(DATA EXCERPTS):
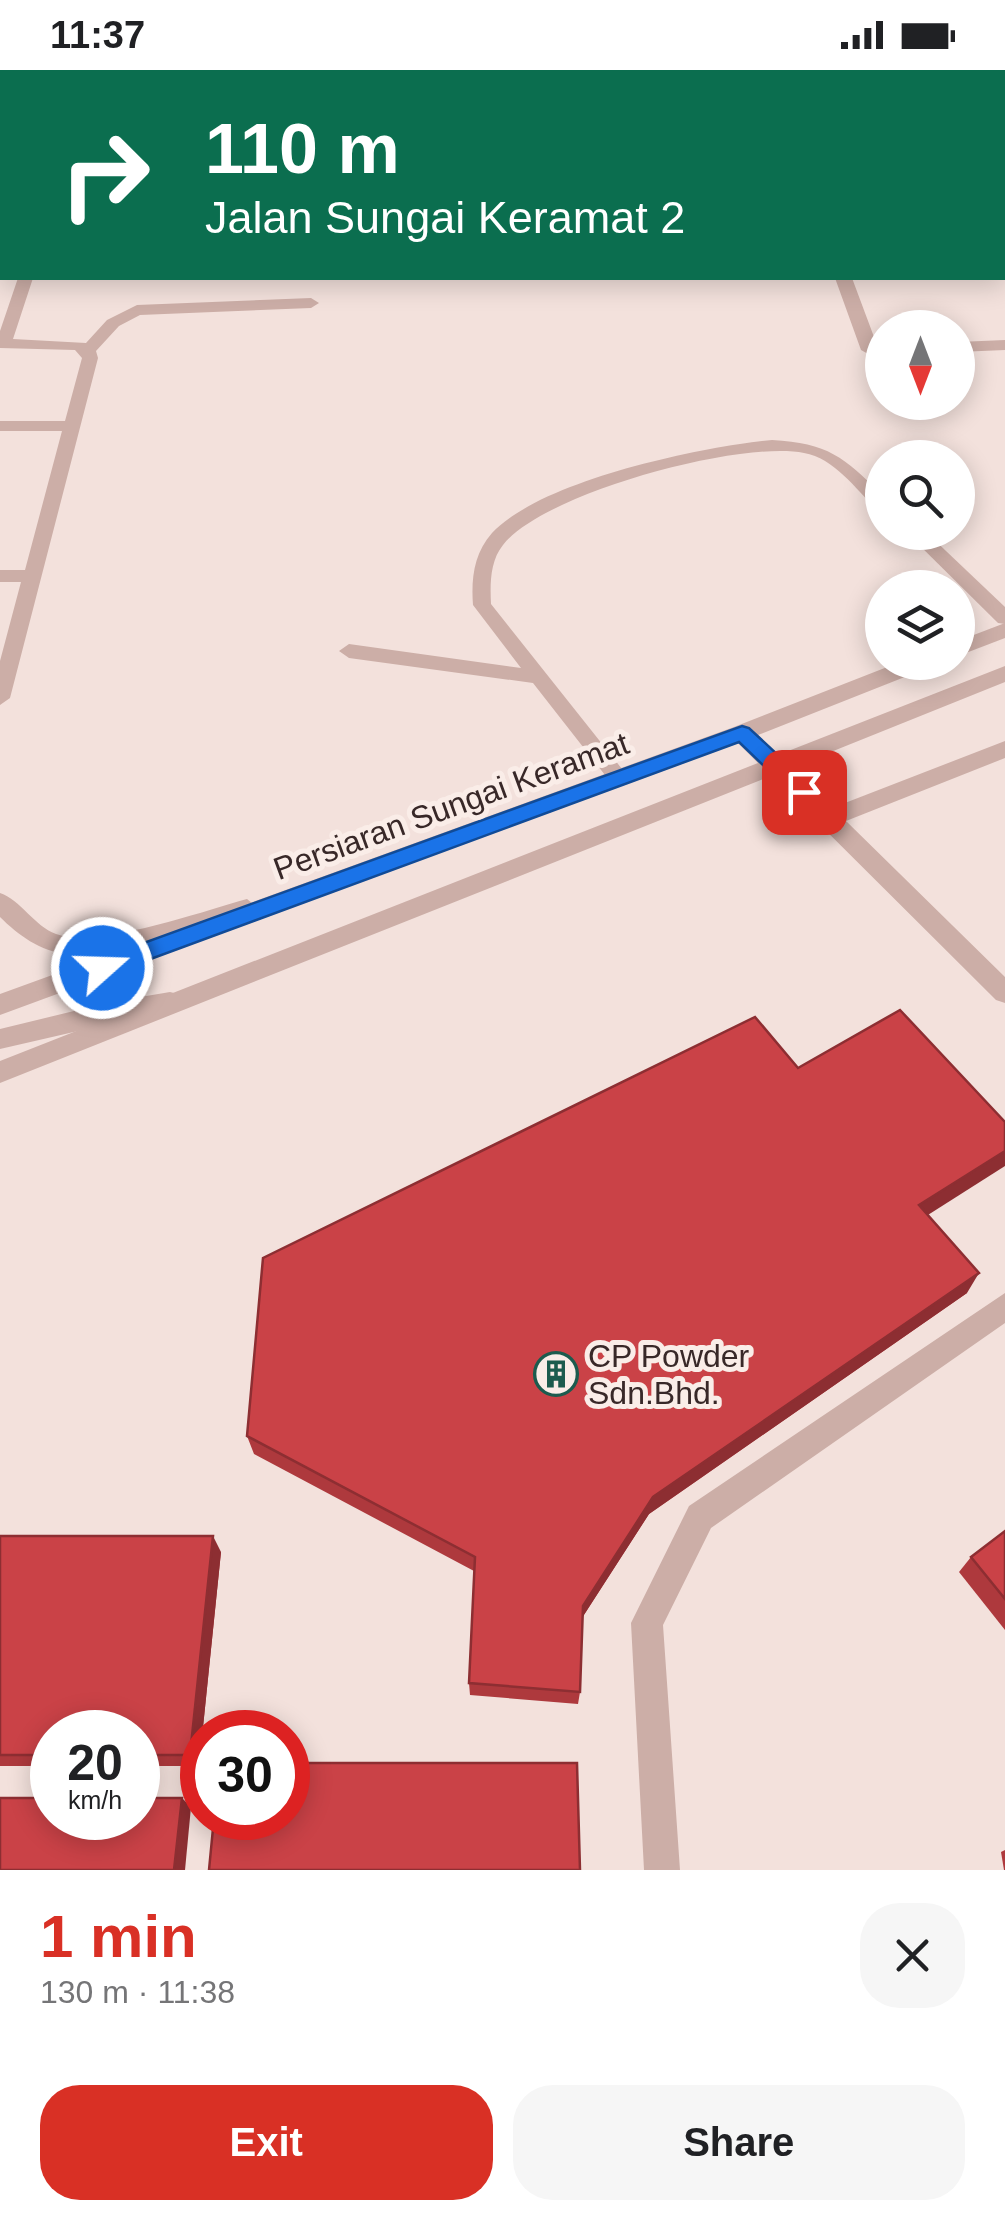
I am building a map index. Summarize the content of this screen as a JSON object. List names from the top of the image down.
{
  "streets": {
    "street": ["Persiaran Sungai Keramat"]
  },
  "places": {
    "building": ["CP Powder Sdn.Bhd."]
  },
  "north": "bottom",
  "page": {
    "status": "11:37",
    "turn": ["110 m", "Jalan Sungai Keramat 2"],
    "speed": "20 km/h",
    "limit": "30",
    "heading": ["1 min", "130 m · 11:38"],
    "buttons": ["Exit", "Share"]
  }
}
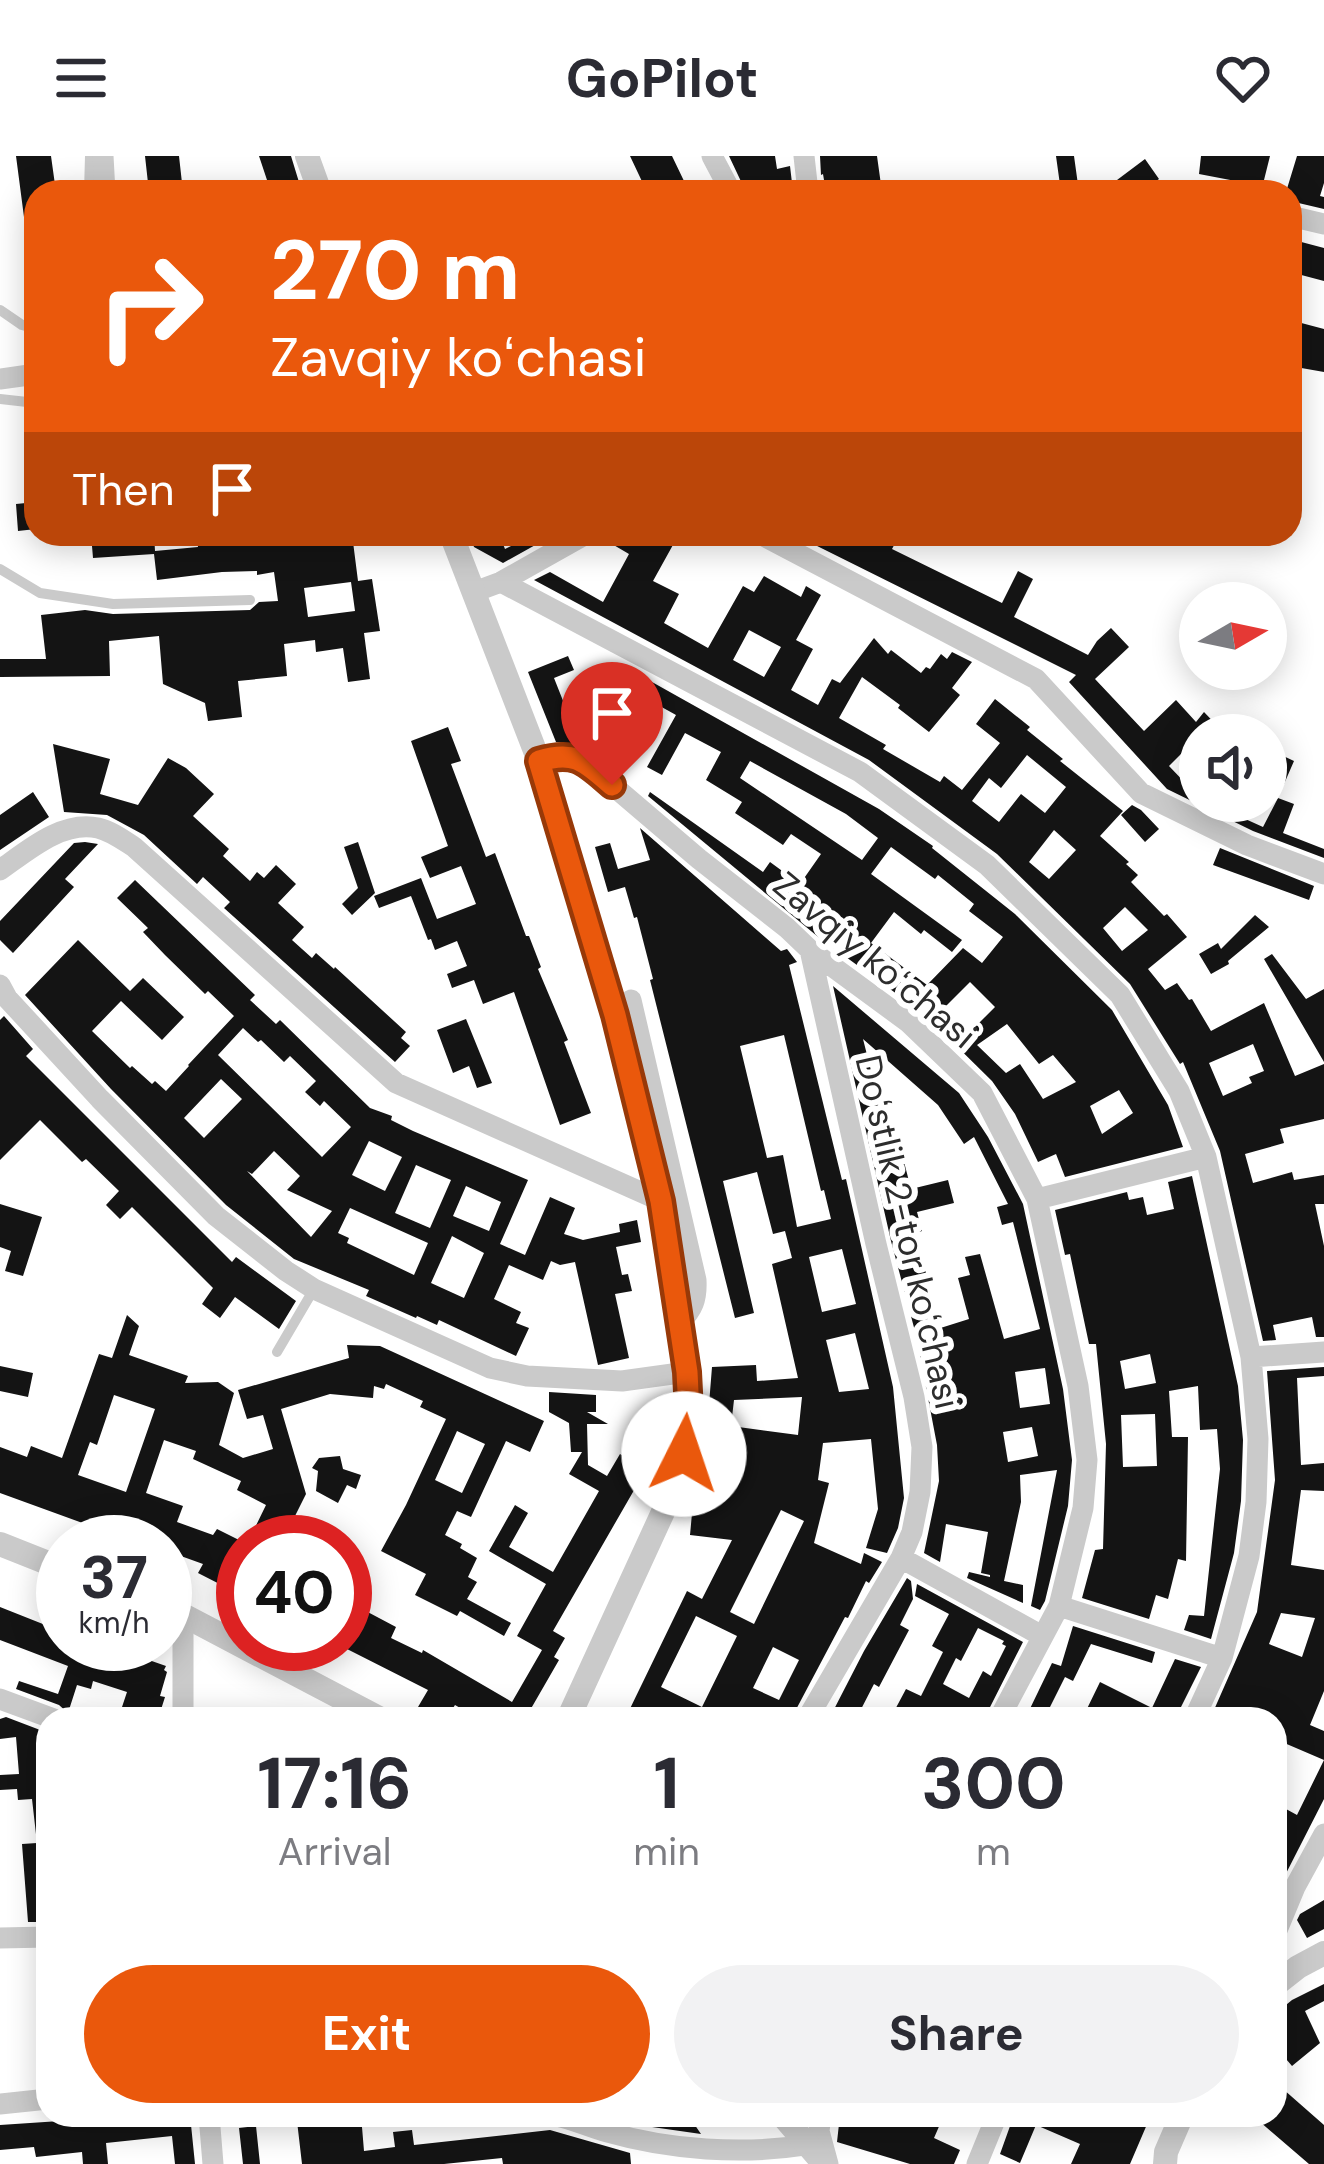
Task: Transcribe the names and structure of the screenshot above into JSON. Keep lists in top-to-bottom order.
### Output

(WHAT THIS TASK INVOLVES):
What is needed is a verbatim copy of the material, minus its pictures.

(TASK SOLUTION):
I am building a map index. Summarize the content of this screen as a JSON object. List names from the top of the image down.
{
  "streets": {
    "street": ["Persiaran Sungai Keramat"]
  },
  "places": {
    "building": ["CP Powder Sdn.Bhd."]
  },
  "north": "bottom",
  "page": {
    "status": "11:37",
    "turn": ["110 m", "Jalan Sungai Keramat 2"],
    "speed": "20 km/h",
    "limit": "30",
    "heading": ["1 min", "130 m · 11:38"],
    "buttons": ["Exit", "Share"]
  }
}
Task: Transcribe the names and structure of the screenshot above into JSON. Keep lists in top-to-bottom order.
### Output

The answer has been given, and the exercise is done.